(Beginning of Listed records)

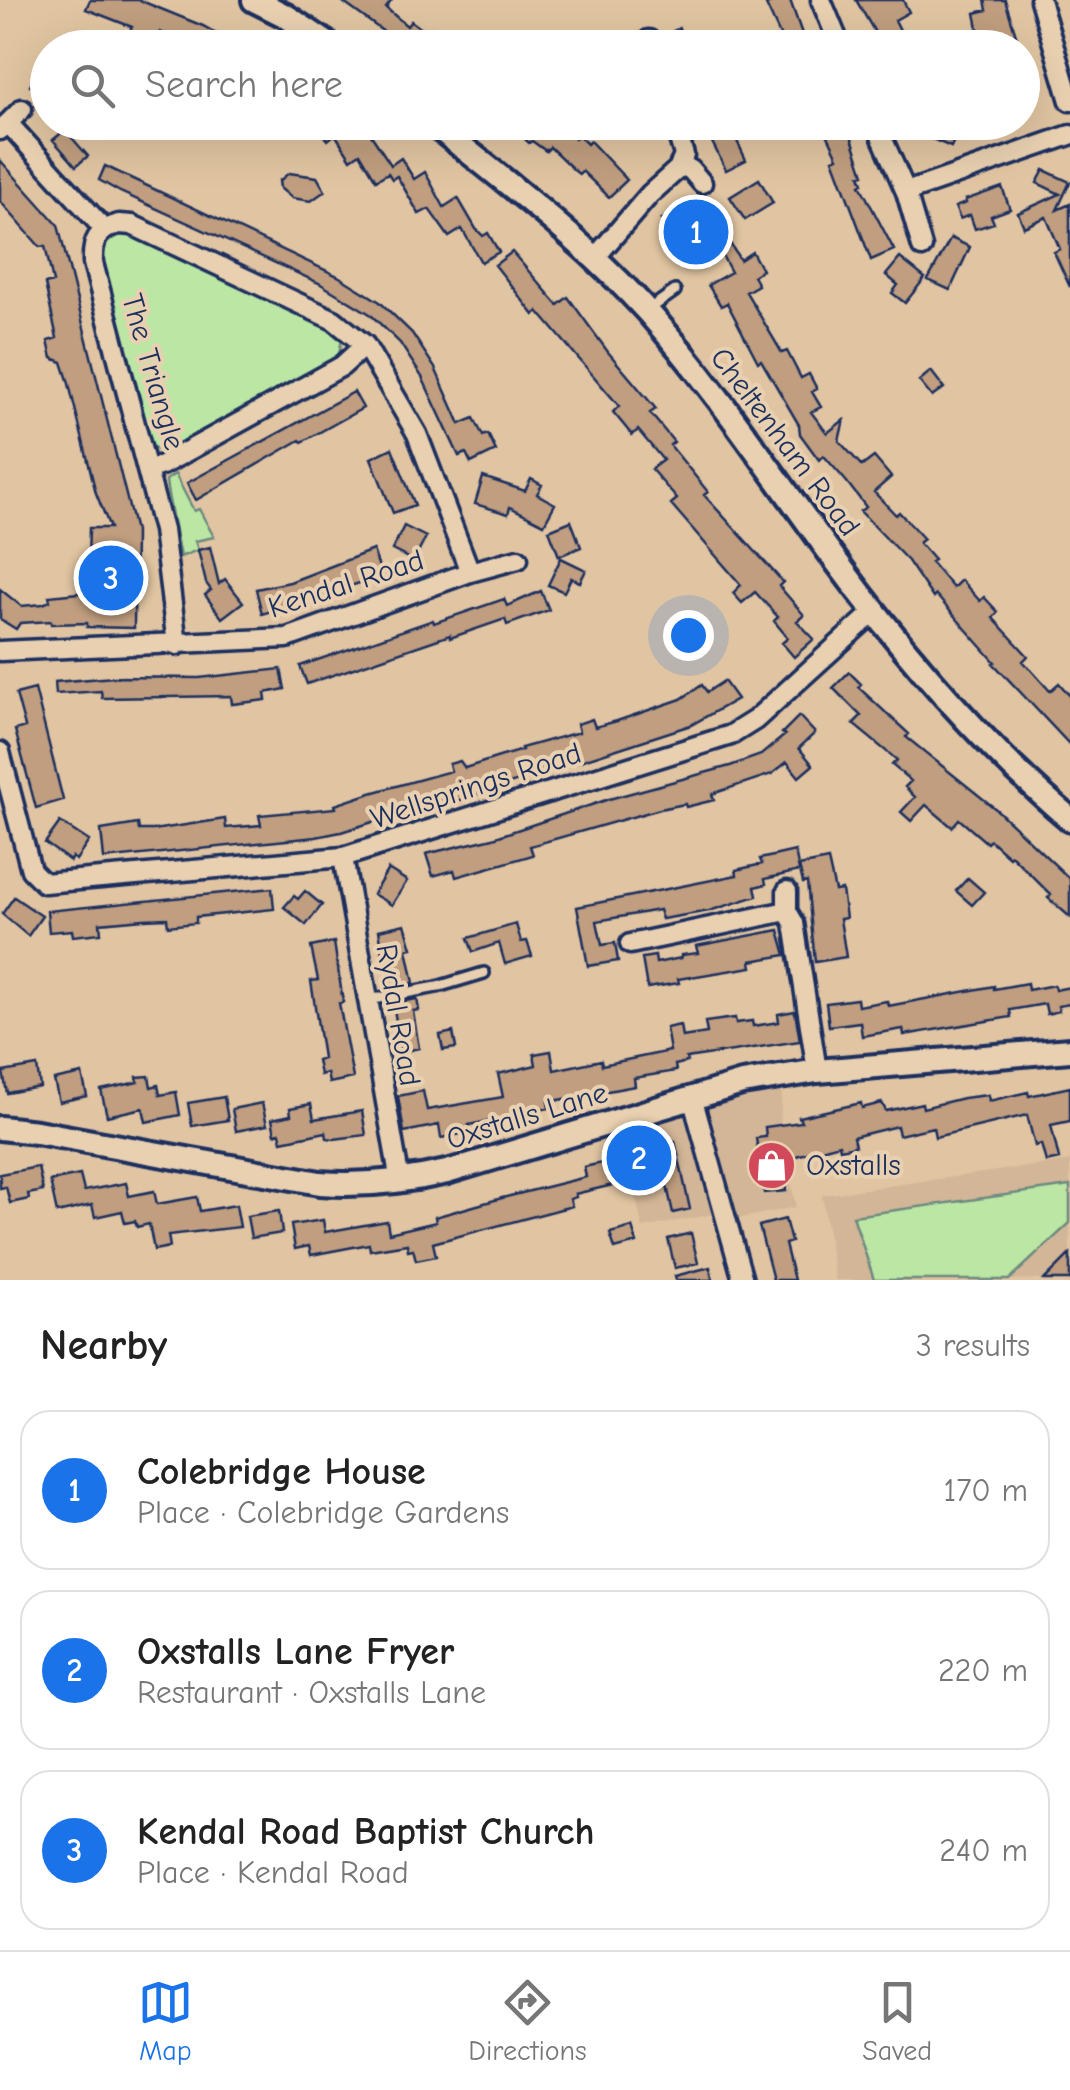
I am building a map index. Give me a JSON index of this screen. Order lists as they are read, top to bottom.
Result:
{
  "streets": {
    "street": [
      "The Triangle",
      "Cheltenham Road",
      "Kendal Road",
      "Wellsprings Road",
      "Rydal Road",
      "Oxstalls Lane"
    ]
  },
  "crossings": [
    ["The Triangle", "Kendal Road"],
    ["Cheltenham Road", "Wellsprings Road"],
    ["Wellsprings Road", "Rydal Road"],
    ["Rydal Road", "Oxstalls Lane"]
  ],
  "places": {
    "shop": ["Oxstalls"]
  },
  "page": {
    "search": "Search here",
    "pins": ["1", "3", "2"],
    "heading": ["Nearby", "3 results"],
    "list": [
      {
        "mark": "1",
        "name": "Colebridge House",
        "note": "Place · Colebridge Gardens",
        "value": "170 m"
      },
      {
        "mark": "2",
        "name": "Oxstalls Lane Fryer",
        "note": "Restaurant · Oxstalls Lane",
        "value": "220 m"
      },
      {
        "mark": "3",
        "name": "Kendal Road Baptist Church",
        "note": "Place · Kendal Road",
        "value": "240 m"
      }
    ],
    "nav": ["Map", "Directions", "Saved"]
  }
}
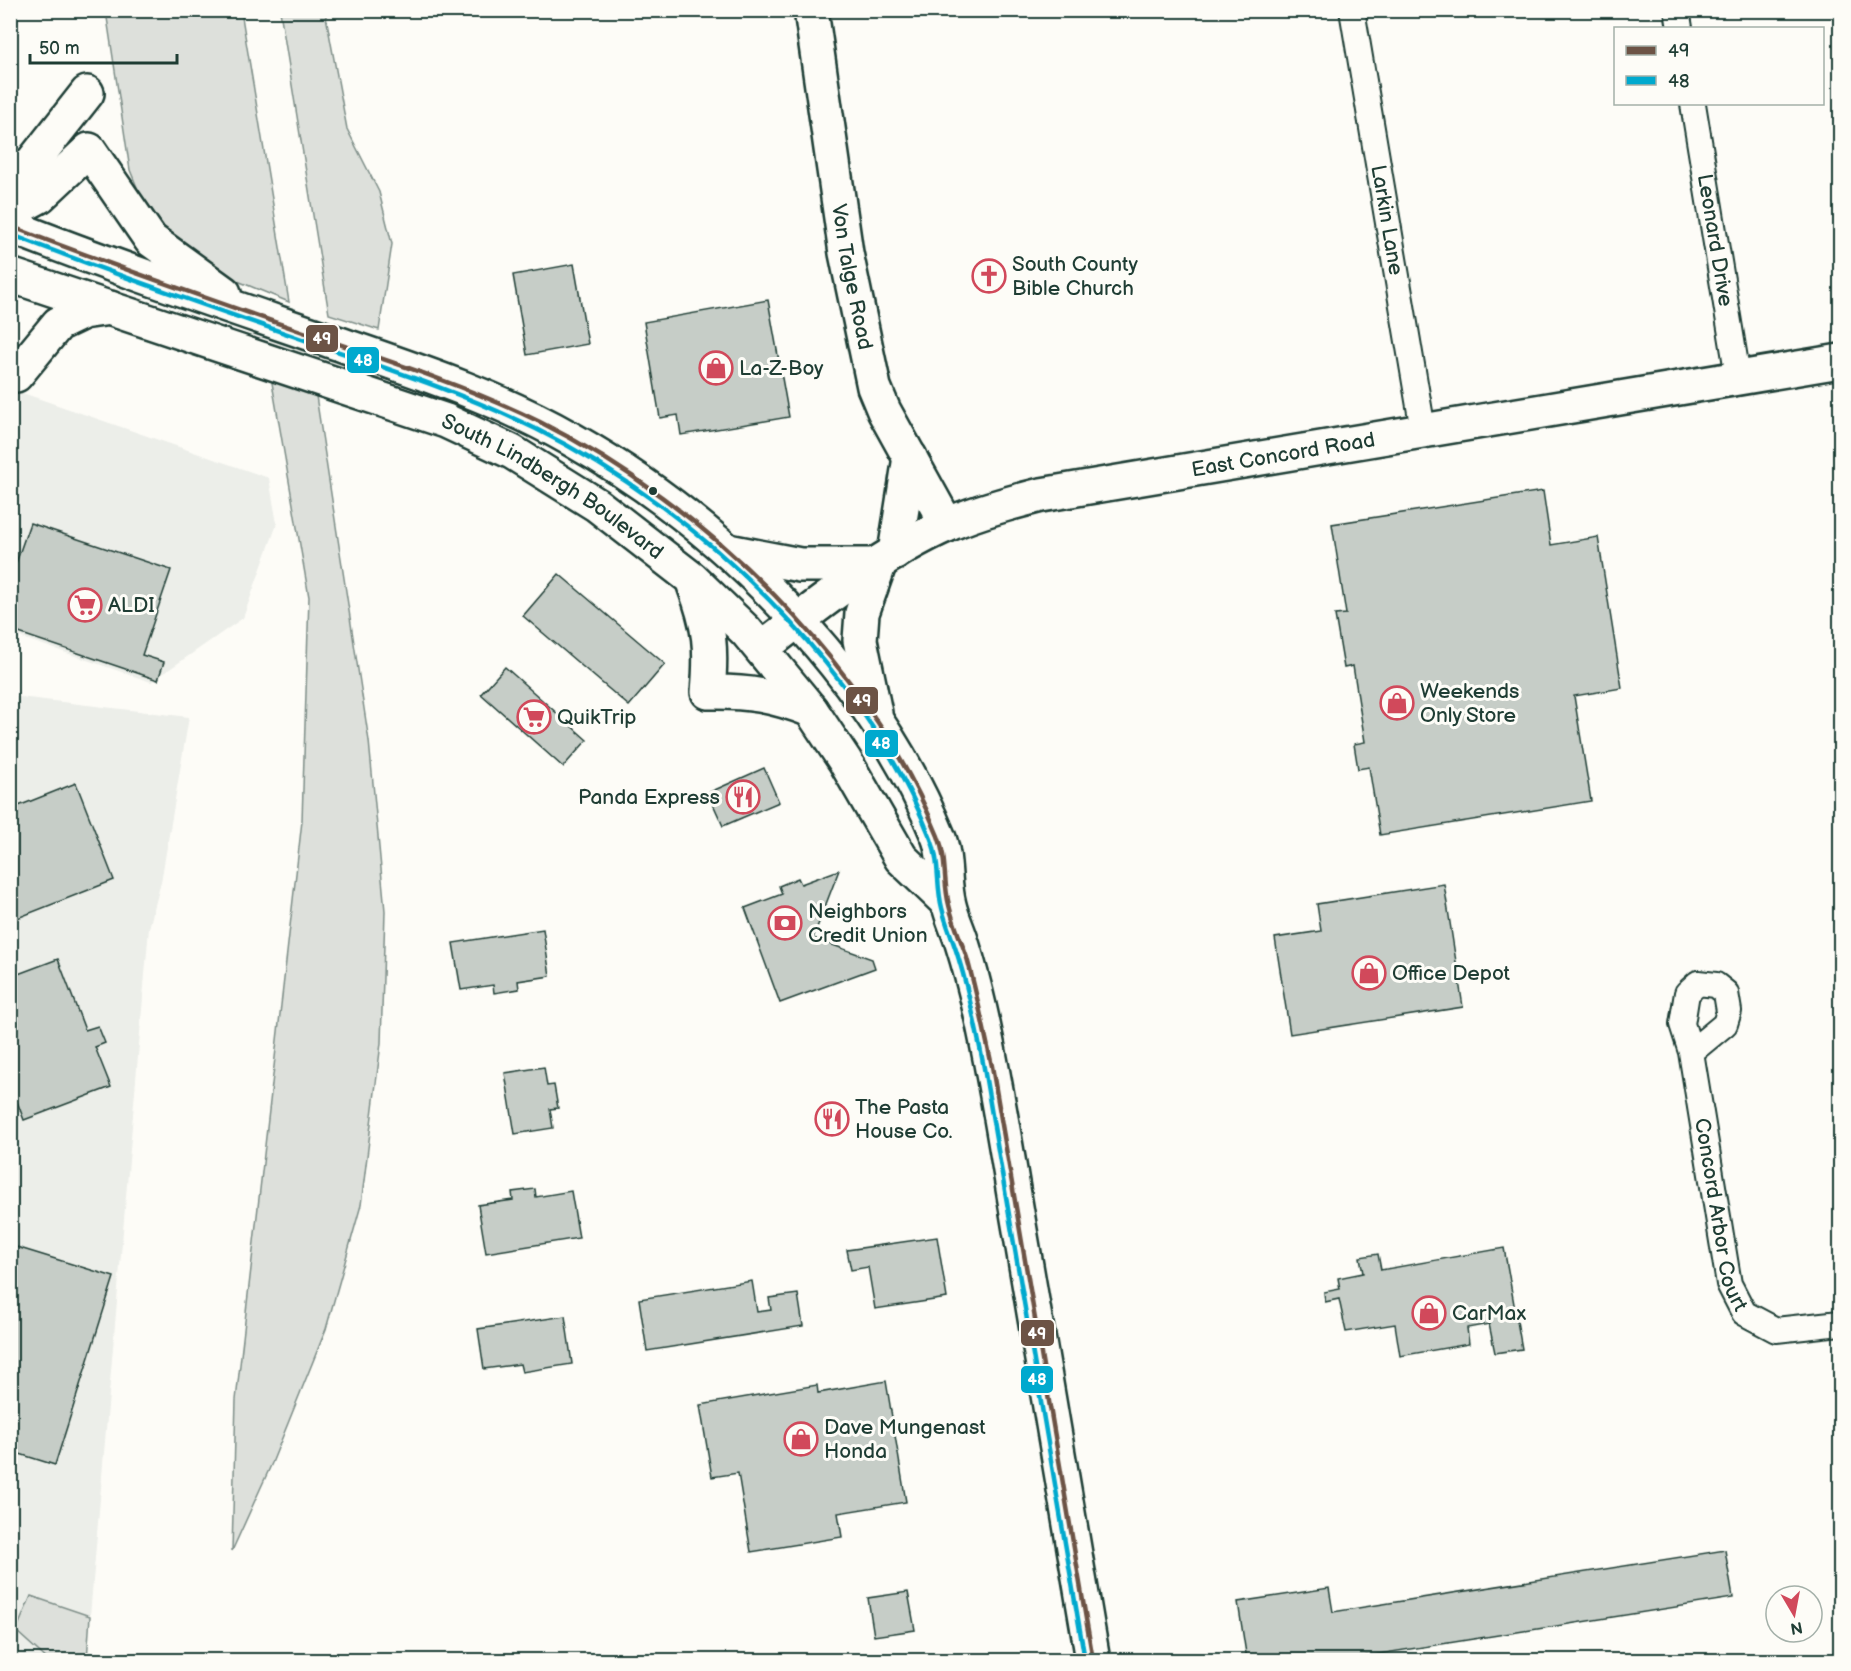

(End of Listed records)

Your objective — Go through the material above and copy each line that has the word "Rydal".

Worked solution —
      "Rydal Road",
    ["Wellsprings Road", "Rydal Road"],
    ["Rydal Road", "Oxstalls Lane"]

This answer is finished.